"Two years ago that it were made and that the party was at the Lion. The coat was sold less than three months ago."
"Was it? To whom?"
"To a stranger--a slim young gent who came in here one day promiscuous, and wanted an overcoat. He had that blue Witney, he had!"
"Now, my dear Mr. Evans," says Mr. Dalrymple, laying his hand lightly on Mr. Evans's shirt-sleeve, and looking up from under his bushy brows into the old man's face, "just try and exercise your memory a little about this stranger. Give us a little more description of him--his age, height, general appearance, and that sort of thing!"
But Mr. Evans's memory is quite unaccustomed to exercise, and cannot be jogged, or ensnared, or bullied into any kind of action. The stranger was young, "middling height," appearance, "well, gen-teel and slim-like;" and wild horses could not extract further particulars from Mr. Evans than these. Stay. "What did he give for the coat, and in what money did he pay for it?" There's a chance. Mr. Evans remembers that he "gev fifty-three-and-six for the overcoat, and handed in a ten-pun' note for change." A ten-pound note, which, as Mr. Evans, by a further tremendous effort, recollects, had "the stamp of our post-office on it, as I pinted out to the gent at the time." Was the note there? No; Mr. Evans had paid it into the County Bank to his little account with some other money, but he quite recollected the post-office stamp being on it.
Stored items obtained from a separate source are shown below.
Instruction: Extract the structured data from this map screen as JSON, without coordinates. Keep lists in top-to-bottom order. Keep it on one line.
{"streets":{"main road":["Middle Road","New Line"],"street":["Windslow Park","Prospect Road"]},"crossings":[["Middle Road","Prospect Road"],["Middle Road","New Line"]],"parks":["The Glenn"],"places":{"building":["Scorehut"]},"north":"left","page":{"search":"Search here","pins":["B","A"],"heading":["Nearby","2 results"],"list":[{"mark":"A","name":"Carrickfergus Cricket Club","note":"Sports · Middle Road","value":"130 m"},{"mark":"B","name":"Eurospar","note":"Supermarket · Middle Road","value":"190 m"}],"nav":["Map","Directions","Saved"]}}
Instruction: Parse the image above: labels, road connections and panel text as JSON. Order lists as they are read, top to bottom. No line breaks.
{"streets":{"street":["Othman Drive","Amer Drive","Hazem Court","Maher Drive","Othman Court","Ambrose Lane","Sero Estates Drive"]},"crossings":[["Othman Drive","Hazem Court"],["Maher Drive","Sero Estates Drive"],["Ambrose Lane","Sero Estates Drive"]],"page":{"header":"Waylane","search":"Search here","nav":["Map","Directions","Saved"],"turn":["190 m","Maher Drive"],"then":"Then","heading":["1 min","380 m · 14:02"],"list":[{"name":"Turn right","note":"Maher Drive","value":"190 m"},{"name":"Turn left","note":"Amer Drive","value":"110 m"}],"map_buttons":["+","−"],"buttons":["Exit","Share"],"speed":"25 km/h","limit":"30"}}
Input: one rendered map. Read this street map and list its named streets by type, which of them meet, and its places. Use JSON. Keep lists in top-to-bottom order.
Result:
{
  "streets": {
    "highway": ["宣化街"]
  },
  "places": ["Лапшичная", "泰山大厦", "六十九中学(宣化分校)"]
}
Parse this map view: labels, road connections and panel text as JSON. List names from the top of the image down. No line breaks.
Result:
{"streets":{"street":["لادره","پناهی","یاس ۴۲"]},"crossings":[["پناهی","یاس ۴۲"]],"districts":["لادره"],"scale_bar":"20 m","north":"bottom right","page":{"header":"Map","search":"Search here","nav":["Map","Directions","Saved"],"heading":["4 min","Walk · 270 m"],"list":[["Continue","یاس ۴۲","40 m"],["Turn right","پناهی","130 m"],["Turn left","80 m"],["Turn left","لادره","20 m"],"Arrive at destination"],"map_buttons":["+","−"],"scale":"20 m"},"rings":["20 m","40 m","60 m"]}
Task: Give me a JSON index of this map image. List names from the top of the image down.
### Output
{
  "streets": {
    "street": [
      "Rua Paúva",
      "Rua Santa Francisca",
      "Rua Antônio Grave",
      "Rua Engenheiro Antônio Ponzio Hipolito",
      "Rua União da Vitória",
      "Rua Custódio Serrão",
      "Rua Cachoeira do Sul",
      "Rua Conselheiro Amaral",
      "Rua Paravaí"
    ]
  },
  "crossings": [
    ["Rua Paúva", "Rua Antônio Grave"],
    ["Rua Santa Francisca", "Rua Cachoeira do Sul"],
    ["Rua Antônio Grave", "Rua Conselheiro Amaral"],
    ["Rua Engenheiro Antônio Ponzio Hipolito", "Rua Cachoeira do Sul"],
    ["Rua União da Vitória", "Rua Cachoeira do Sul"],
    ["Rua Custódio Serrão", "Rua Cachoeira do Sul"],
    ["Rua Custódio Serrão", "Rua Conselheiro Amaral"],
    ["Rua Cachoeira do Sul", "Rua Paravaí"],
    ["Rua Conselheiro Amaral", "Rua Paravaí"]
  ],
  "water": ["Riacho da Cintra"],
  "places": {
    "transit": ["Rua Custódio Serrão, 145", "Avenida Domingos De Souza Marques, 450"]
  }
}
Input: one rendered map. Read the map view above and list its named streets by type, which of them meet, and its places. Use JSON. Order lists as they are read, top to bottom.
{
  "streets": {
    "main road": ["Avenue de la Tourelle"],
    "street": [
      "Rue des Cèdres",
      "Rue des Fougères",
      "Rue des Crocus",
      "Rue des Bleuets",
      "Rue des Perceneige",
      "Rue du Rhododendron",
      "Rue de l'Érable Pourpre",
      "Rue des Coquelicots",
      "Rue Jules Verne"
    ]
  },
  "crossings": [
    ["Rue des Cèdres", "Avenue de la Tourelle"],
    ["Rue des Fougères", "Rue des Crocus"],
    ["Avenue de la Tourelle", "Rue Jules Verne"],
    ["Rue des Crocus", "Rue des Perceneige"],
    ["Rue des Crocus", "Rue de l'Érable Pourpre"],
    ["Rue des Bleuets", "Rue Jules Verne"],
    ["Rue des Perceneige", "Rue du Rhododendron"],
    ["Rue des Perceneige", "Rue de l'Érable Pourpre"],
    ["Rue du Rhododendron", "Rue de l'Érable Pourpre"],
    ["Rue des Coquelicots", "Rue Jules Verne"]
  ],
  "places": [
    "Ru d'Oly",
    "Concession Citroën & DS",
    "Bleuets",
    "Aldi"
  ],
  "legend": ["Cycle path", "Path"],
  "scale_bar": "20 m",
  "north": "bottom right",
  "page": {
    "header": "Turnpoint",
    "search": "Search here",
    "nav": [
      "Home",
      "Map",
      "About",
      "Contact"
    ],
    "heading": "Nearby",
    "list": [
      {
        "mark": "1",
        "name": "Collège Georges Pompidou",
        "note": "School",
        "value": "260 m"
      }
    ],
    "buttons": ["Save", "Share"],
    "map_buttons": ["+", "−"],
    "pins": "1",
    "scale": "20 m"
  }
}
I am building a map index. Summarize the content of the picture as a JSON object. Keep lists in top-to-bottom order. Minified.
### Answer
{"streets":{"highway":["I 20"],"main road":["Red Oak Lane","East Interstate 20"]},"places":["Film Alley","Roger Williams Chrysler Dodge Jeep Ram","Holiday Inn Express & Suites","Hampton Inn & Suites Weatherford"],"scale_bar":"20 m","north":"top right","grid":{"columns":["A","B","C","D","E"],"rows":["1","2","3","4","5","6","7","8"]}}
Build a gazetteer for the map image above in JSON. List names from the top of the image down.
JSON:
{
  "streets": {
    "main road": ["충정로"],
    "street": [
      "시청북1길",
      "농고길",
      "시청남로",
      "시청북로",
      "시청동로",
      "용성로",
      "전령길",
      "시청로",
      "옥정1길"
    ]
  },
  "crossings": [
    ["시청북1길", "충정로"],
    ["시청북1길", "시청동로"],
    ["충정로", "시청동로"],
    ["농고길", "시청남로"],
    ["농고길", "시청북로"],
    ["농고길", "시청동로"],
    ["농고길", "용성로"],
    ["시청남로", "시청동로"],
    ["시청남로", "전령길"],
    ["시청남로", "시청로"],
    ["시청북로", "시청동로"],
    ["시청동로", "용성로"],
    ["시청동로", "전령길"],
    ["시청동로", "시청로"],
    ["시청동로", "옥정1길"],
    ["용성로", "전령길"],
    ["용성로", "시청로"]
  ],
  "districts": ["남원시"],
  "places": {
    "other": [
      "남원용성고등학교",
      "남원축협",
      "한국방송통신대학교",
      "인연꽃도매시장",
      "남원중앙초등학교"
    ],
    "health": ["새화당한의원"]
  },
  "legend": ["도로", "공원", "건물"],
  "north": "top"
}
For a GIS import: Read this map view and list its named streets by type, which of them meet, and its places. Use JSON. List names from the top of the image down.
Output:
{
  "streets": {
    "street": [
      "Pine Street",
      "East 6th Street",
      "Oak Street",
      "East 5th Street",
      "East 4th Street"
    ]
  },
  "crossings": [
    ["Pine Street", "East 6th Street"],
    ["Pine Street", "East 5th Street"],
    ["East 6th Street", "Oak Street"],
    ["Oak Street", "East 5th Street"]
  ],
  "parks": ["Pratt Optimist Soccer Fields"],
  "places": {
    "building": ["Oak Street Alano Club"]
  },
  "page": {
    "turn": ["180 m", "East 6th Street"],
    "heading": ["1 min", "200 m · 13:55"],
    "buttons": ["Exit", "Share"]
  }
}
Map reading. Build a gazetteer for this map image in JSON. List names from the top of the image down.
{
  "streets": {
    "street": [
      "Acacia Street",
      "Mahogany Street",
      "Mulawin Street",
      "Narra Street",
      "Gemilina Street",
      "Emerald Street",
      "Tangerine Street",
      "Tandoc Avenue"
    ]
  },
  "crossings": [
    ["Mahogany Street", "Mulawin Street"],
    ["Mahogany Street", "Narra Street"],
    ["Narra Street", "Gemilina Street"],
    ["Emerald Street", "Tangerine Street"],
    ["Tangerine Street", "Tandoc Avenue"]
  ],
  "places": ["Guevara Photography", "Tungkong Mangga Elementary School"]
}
Mr. Carruthers thinks this a great point, but is dashed by Mr. Dalrymple's telling him, on their way from the tailor's, that all bank-notes passing through post-offices received the official stamp. This statement is corroborated at the Amherst post-office, where no money-order of that amount, or of anything equivalent to that amount, has been recently paid, the remittances in that form being, as the postmaster explains, generally to the canal boatmen or the railway people, and of small value.
So there the clue fails suddenly and entirely, and Mr. Carruthers and Mr. Dalrymple again mount the big swinging barouche and are driven back to Poynings to dinner, which meal is not, however, graced by the presence of either of the ladies; for Mrs. Carruthers is too ill to leave her room, and Clare is in attendance on her. So the gentlemen eat a solemn dinner by themselves, and talk a solemn conversation; and at eight o'clock Mr. Dalrymple goes away, driven by Gibson, coachman, in the carriage, and turning over in his mind how best to make something out of the uneventful day for the information of the Home Secretary.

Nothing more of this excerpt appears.